- [Your instructions]: Please return every line in the entries below with the word "overflow" in it.

*** Opening of Dataset extract ***

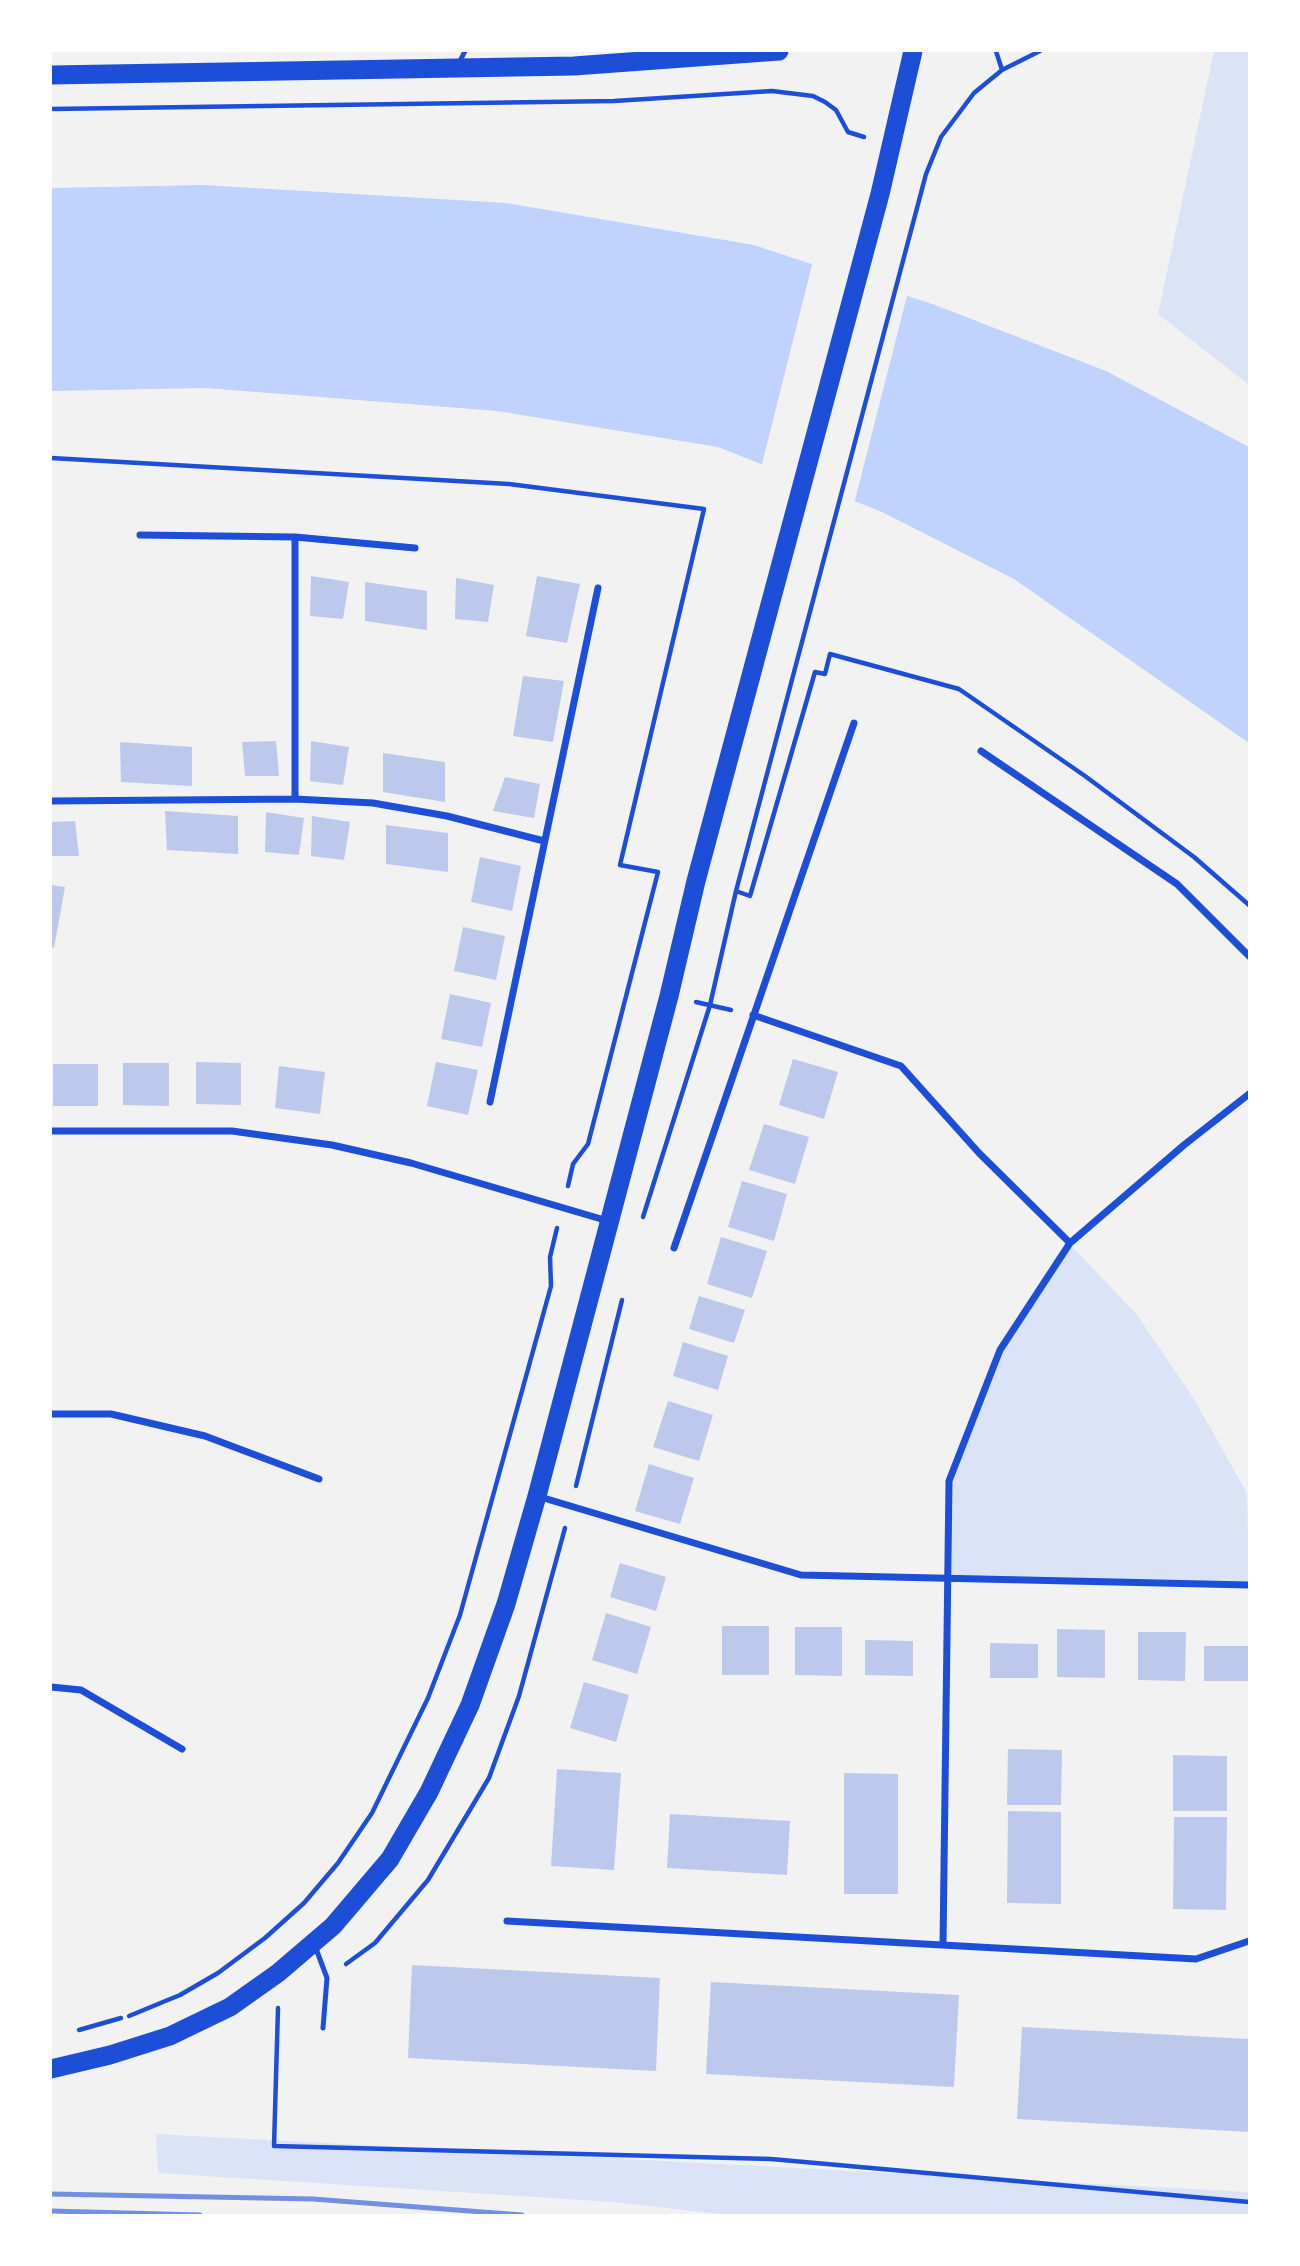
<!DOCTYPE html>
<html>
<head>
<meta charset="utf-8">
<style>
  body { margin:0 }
  #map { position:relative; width:1300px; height:2266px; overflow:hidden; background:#f2f2f2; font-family:"Fira Sans Condensed",sans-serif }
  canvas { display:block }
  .frame { position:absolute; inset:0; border:52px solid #fff; pointer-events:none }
</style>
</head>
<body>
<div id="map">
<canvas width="1300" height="2266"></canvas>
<div class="frame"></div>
</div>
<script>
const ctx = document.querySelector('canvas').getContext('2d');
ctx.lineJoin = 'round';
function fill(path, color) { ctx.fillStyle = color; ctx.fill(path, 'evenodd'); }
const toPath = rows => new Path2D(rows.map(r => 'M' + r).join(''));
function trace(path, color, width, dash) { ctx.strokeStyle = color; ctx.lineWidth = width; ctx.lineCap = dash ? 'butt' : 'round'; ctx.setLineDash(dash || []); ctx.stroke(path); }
fill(toPath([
  [1214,51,1249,51,1249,385,1158,314],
  [1070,1244,1137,1315,1194,1399,1247,1493,1249,1584,946,1578,949,1482,1001,1351],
  [156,2134,1249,2192,1249,2215,728,2215,613,2202,158,2173]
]), '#dbe4f7');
fill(toPath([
  [204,185,506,203,754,245,935,305,1106,371,1249,447,1249,743,1014,579,882,512,718,447,497,411,206,388,51,391,51,188]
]), '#bfd3fe');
fill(toPath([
  [813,261,908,292,854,504,761,468]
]), '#f2f2f2');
fill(toPath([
  [311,576,349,582,343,619,310,616],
  [537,576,580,584,567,643,526,636],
  [456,578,494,585,488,622,455,619],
  [365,582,427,591,427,630,365,621],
  [523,676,564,681,553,742,513,736],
  [276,741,279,776,245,776,242,742],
  [311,741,349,747,343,785,310,781],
  [120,742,192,747,192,786,121,782],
  [383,753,445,762,445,802,383,792],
  [505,777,540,784,534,818,493,811],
  [165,811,238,816,238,854,167,850],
  [266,812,304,818,299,855,265,852],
  [312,816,350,822,344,860,311,856],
  [75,821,79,856,51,856,51,822],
  [386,825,448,833,448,872,386,864],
  [480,857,521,866,512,911,471,902],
  [51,885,65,887,54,948,51,947],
  [463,927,505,936,496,980,454,971],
  [450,994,491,1003,482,1047,441,1039],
  [793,1059,838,1072,824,1119,779,1105],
  [196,1062,241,1063,241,1105,196,1104],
  [436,1062,478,1070,468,1115,427,1106],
  [123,1063,169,1063,169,1106,123,1105],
  [53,1064,98,1064,98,1106,53,1106],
  [279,1066,325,1072,320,1114,275,1108],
  [764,1124,809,1137,795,1184,749,1170],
  [742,1181,787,1194,774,1241,728,1227],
  [721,1237,767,1251,752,1298,707,1284],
  [699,1296,745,1310,734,1343,689,1329],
  [683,1342,728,1356,718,1390,673,1376],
  [668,1401,713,1415,699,1461,653,1447],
  [649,1464,694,1478,680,1524,635,1511],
  [620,1563,666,1577,656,1611,610,1597],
  [606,1613,651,1627,637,1674,592,1660],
  [722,1626,769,1626,769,1675,722,1675],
  [795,1627,842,1627,842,1676,795,1675],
  [1057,1629,1105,1630,1105,1678,1057,1677],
  [1138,1632,1186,1632,1185,1681,1138,1680],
  [865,1640,913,1641,913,1676,865,1675],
  [990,1643,1038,1644,1038,1678,990,1678],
  [1204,1646,1249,1646,1249,1681,1204,1681],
  [584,1682,629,1695,616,1742,570,1728],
  [1008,1749,1062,1750,1061,1805,1007,1805],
  [1173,1755,1227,1756,1227,1811,1173,1811],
  [557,1769,621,1773,614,1870,551,1866],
  [844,1773,898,1774,898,1894,844,1894],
  [1008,1811,1061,1812,1061,1904,1007,1903],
  [670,1814,790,1821,787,1875,667,1868],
  [1174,1817,1227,1817,1226,1910,1173,1909],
  [412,1965,660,1978,656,2071,408,2058],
  [711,1982,959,1995,954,2087,706,2074],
  [1022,2027,1249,2039,1249,2132,1017,2119]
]), '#bdc9ec');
trace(toPath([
  [996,51,1002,70],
  [51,109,614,101,772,91,813,96,825,102,836,110,848,132,864,137],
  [51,458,509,484,704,509,620,865,658,872,588,1144,573,1164,568,1186],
  [736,891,750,896,815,672,825,674,830,654,959,689,1085,776,1194,857,1249,905],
  [696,1002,731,1010],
  [643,1217,710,1005,736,891,926,174,941,137,974,93,1002,70,1040,51],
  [576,1486,622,1300],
  [346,1964,375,1943,428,1880,489,1778,519,1696,565,1528],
  [278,2008,274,2146,771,2159,1249,2202],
  [129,2016,180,1995,218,1973,265,1938,304,1903,338,1863,372,1813,428,1698,460,1615,551,1286,550,1257,557,1228],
  [79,2030,121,2018]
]), '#1d4ed8', 4.5);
trace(toPath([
  [459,63,465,51],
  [315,1946,327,1978,323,2028]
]), '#1d4ed8', 5);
trace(toPath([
  [140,535,295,537,415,548],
  [981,751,1177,884,1249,956],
  [295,799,295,537],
  [51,801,295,799,373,803,447,816,544,841],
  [753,1015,901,1066,979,1153,1070,1243],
  [490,1102,598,588],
  [51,1131,232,1131,332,1145,411,1163,608,1221],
  [674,1248,854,723],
  [51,1414,111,1414,205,1436,319,1479],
  [537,1496,801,1575,1249,1585],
  [51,1687,81,1690,182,1749],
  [507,1921,1196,1959,1249,1941],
  [943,1945,949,1481,1000,1350,1070,1243,1184,1145,1249,1094]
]), '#1d4ed8', 7);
trace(toPath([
  [51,75,574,66,779,51],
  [51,2069,110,2055,170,2036,230,2007,278,1973,333,1926,390,1859,429,1792,470,1705,506,1604,537,1496,669,996,696,881,880,194,913,51]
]), '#1d4ed8', 19);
trace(toPath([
  [51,2194,313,2199,522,2215],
  [51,2211,200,2215]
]), '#7290e2', 5);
</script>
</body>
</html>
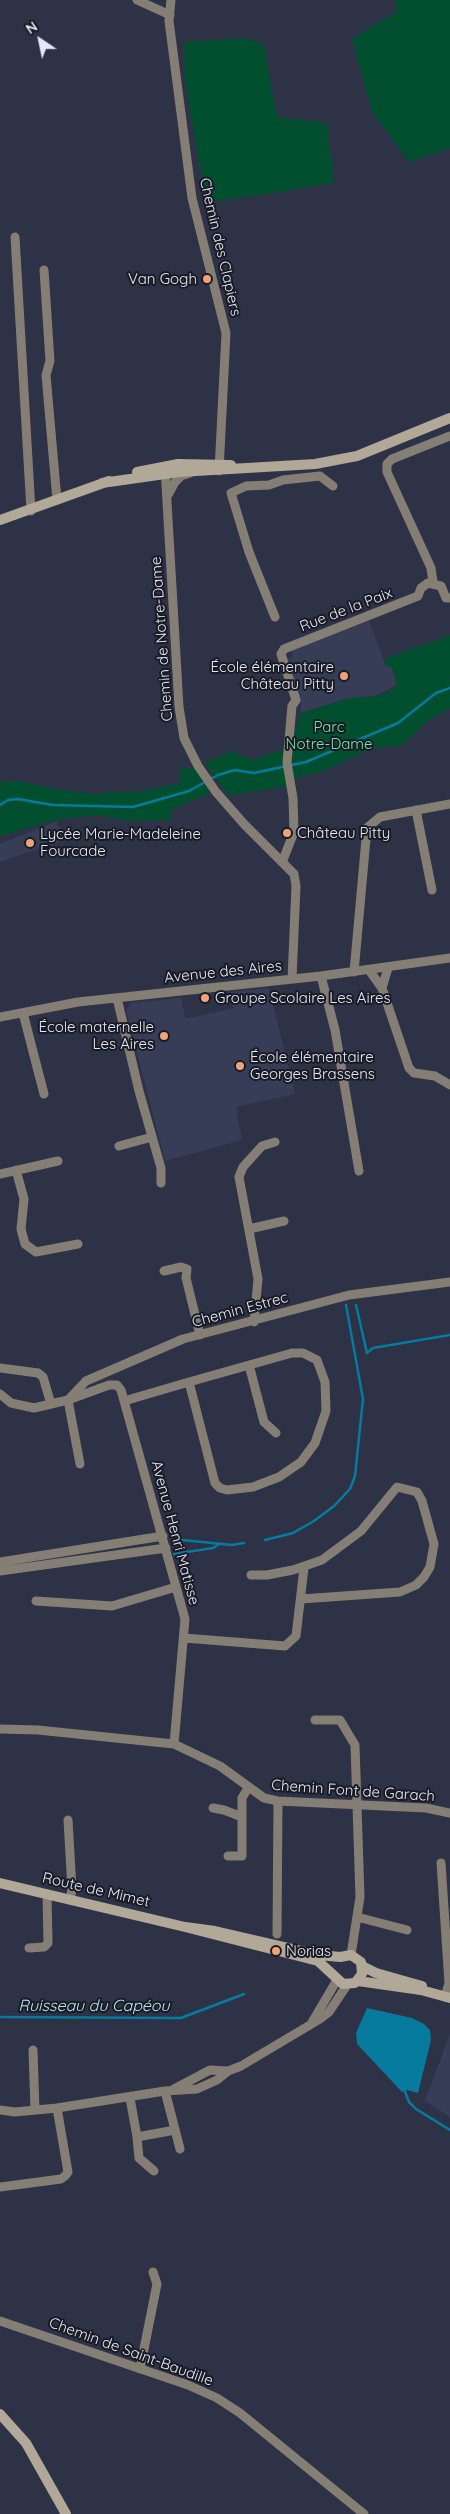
<!DOCTYPE html>
<meta charset="utf-8">
<style>
body{margin:0}
#map{position:relative;width:450px;height:2514px;overflow:hidden;background:#2e3247;font-family:Quicksand,sans-serif}
canvas{display:block}
.north{position:absolute;left:15px;top:15px;width:50px;height:50px;-webkit-text-stroke:4px #191b24;paint-order:stroke;rotate:326deg;font-size:14px;font-weight:700;line-height:20px;text-align:center;color:#e5e9f6}
.north::after{content:'';display:block;margin:auto;width:18px;height:22px;background:#e5e9f6;clip-path:polygon(50% 0,100% 100%,50% 72%,0 100%)}
</style>
<div id="map">
<canvas width="450" height="2514"></canvas>
<div class="north">N</div>
</div>
<script>
const c = document.querySelector('canvas').getContext('2d');
c.lineJoin = 'round';
function fillPath(path, color) { c.fillStyle = color; c.fill(path, 'evenodd'); }
const shape = rows => new Path2D(rows.map(r => 'M' + r).join(''));
function stroke(path, color, width, dash) { c.strokeStyle = color; c.lineWidth = width; c.lineCap = dash ? 'butt' : 'round'; c.setLineDash(dash || []); c.stroke(path); }
function label(font, color, halo, rows, align = 'center') {
  c.font = font + ' Quicksand,sans-serif'; c.lineWidth = 4; c.setLineDash([]); c.textBaseline = 'middle'; c.strokeStyle = halo; c.fillStyle = color; for (const [text, x, y, turn = 0] of rows) {
    c.save(); c.translate(x, y); c.rotate((+turn || 0) * Math.PI / 180); c.textAlign = isNaN(turn) ? turn : align; if (halo) c.strokeText(text, 0, 0); c.fillText(text, 0, 0); c.restore();
  }
}
const built = shape([
 [369,621,386,666,392,667,397,685,375,696,349,698,301,713,301,705,288,659,293,657,291,649],
 [57,821,62,841,0,862,0,844],
 [269,988,295,1094,236,1107,242,1140,165,1161,126,1010,131,1003,181,998,185,1018,190,1018,234,1008,230,992],
 [450,2033,450,2117,425,2101]
]);
const green = shape([
 [395,0,450,0,450,148,409,162,372,112,352,39,397,11],
 [244,38,264,44,277,117,327,123,334,182,282,192,206,202,185,83,184,42],
 [450,635,450,708,425,723,403,745,374,748,326,770,294,779,286,787,228,795,204,763,231,751,252,760,282,750,292,742,301,713,349,698,375,696,386,693,397,685,392,667,386,666,384,659],
 [194,768,210,793,171,810,171,820,129,821,96,815,56,820,0,836,0,782,19,781,51,788,99,795,102,792,137,792,180,783,179,769]
]);
const water = shape([
 [367,2008,412,2018,424,2024,430,2030,431,2040,418,2093,407,2090,402,2092,357,2044,356,2033]
]);
const stream = shape([
 [0,805,8,800,18,799,53,805,133,807,189,791,218,775,235,770,254,773,306,762,398,723,436,693,450,688],
 [356,1305,367,1353,373,1348,450,1335],
 [182,1540,232,1545,244,1543],
 [265,1540,293,1533,314,1521,334,1506,350,1489,355,1476,363,1399,346,1305],
 [174,1554,213,1548,219,1544],
 [0,2017,181,2018,244,1994],
 [404,2089,409,2102,416,2109,450,2130]
]);
const street = shape([
 [137,0,170,15],
 [171,0,169,21,192,198,226,333,219,471],
 [15,237,31,511],
 [44,270,50,361,46,375,57,500],
 [165,468,179,707,184,738,198,766,216,792,244,824,294,874,296,886,292,979],
 [167,497,175,482,181,476,190,473],
 [433,582,431,568,387,472,387,464,392,459,450,436],
 [275,617,249,552,231,493,246,486,269,485,283,480,320,476,333,486],
 [416,810,432,890],
 [283,860,294,832,293,798,287,763,292,706,296,700,281,654,284,649,418,596,421,588,428,583,441,586,446,598,450,598],
 [369,970,382,988,388,968],
 [354,972,367,828,380,817,450,804],
 [321,976,335,1030,359,1171],
 [382,988,409,1068,414,1073,435,1076,450,1085],
 [117,998,139,1091,161,1168,161,1183],
 [23,1013,44,1094],
 [0,1017,78,1002,321,976,450,958],
 [119,1146,152,1137],
 [16,1170,24,1199,21,1229,25,1244,36,1252,78,1244],
 [0,1174,58,1161],
 [249,1229,284,1221],
 [164,1271,181,1267,187,1269,186,1278,200,1335],
 [254,1322,258,1279,239,1177,243,1167,262,1146,275,1142],
 [249,1365,264,1422,276,1433],
 [0,1368,38,1373,43,1377,51,1404],
 [0,1394,11,1403,34,1408,68,1400,109,1385,117,1385,121,1390,185,1619,174,1744],
 [68,1400,86,1381,183,1339,349,1295,450,1282],
 [68,1400,80,1464],
 [124,1401,189,1382,292,1353,303,1353,317,1360,325,1382,326,1411,315,1443,301,1462,279,1477,253,1487,227,1490,220,1488,215,1483,189,1382],
 [0,1562,163,1536],
 [0,1571,166,1548],
 [251,1575,267,1575,293,1570,322,1560,361,1531,397,1487,417,1492,422,1501,434,1544,430,1567,424,1577,416,1585,400,1592,301,1599],
 [36,1601,112,1606,176,1587],
 [184,1638,285,1646,296,1636,304,1568],
 [315,1720,340,1720,355,1745,360,1897,351,1955],
 [0,1729,38,1730,174,1744,220,1766,264,1798,278,1801,426,1808,450,1813],
 [213,1808,224,1810,242,1817],
 [68,1820,72,1889,70,1900],
 [228,1856,242,1856,242,1798,248,1788],
 [441,1863,449,1983,445,1997],
 [357,1917,407,1930],
 [277,1934,278,1801],
 [29,1948,44,1947,48,1943,47,1894],
 [311,2024,337,1980],
 [33,2050,35,2110],
 [174,2089,210,2070,228,2071],
 [165,2091,180,2149],
 [130,2098,137,2137,175,2130],
 [0,2110,15,2112,57,2108,165,2091,197,2089,217,2080,228,2071,241,2066,320,2019,329,2012,347,1985],
 [137,2137,139,2158,154,2171],
 [0,2187,61,2179,65,2176,68,2172,57,2108],
 [0,2321,188,2385,217,2398,240,2413,364,2514],
 [140,2369,157,2284,153,2272]
]);
const secondary = shape([
 [137,472,178,464,231,465],
 [102,483,179,472,315,464,357,456,450,418],
 [0,520,109,481],
 [0,1883,185,1927,318,1961,343,1984,355,1983,362,1974,361,1962,351,1955,340,1957,319,1955,215,1931,185,1927],
 [362,1966,376,1973,422,1986],
 [358,1981,421,1990,450,1998],
 [0,2414,26,2443,66,2514]
]);
const markers = [
 [207,279,5,"#efa377"],
 [344,676,5,"#efa377"],
 [287,833,5,"#efa377"],
 [30,843,5,"#efa377"],
 [205,998,5,"#efa377"],
 [164,1036,5,"#efa377"],
 [240,1066,5,"#efa377"],
 [276,1951,5,"#efa377"]
];
const streetNames = [
 ["Chemin des Clapiers",220,247,77],
 ["Rue de la Paix",346,610,-21],
 ["Chemin de Notre-Dame",162,639,-94],
 ["Avenue des Aires",223,972,-6],
 ["Chemin Estrec",240,1310,-15],
 ["Avenue Henri Matisse",175,1533,75],
 ["Chemin Font de Garach",353,1791,4],
 ["Route de Mimet",96,1890,13],
 ["Chemin de Saint-Baudille",131,2352,20]
];
const poiNames = [
 ["Van Gogh",197,279,"right"],
 ["École élémentaire",334,667,"right"],
 ["Château Pitty",334,684,"right"],
 ["Château Pitty",297,833],
 ["Lycée Marie-Madeleine",40,834],
 ["Fourcade",40,851],
 ["Groupe Scolaire Les Aires",215,998],
 ["École maternelle",154,1027,"right"],
 ["Les Aires",154,1044,"right"],
 ["École élémentaire",250,1057],
 ["Georges Brassens",250,1074],
 ["Norias",286,1951]
];
const parkNames = [
 ["Parc",329,727],
 ["Notre-Dame",329,744]
];
const waterNames = [
 ["Ruisseau du Capéou",94,2006]
];
fillPath(built, '#383d57');
fillPath(green, '#024f30');
fillPath(water, '#067b9d');
stroke(stream, '#067b9d', 2.5);
stroke(street, '#847e74', 9);
stroke(secondary, '#b1a898', 10);
for (const [x, y, r, color] of markers) { const dot = new Path2D(); dot.arc(x, y, r, 0, 2 * Math.PI); c.fillStyle = color; c.fill(dot); stroke(dot, '#191b24', 2); }
label('15px', '#e5e9f6', '#191b24', streetNames);
label('15px', '#e5e9f6', '#191b24', poiNames, 'left');
label('15px', '#78e6ab', '#191b24', parkNames);
label('italic 16px', '#b8e5f8', '#191b24', waterNames);
</script>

*** Close of Dataset extract ***

- [Task solution]:
  #map { position:relative; width:1300px; height:2266px; overflow:hidden; background:#f2f2f2; font-family:"Fira Sans Condensed",sans-serif }
#map{position:relative;width:450px;height:2514px;overflow:hidden;background:#2e3247;font-family:Quicksand,sans-serif}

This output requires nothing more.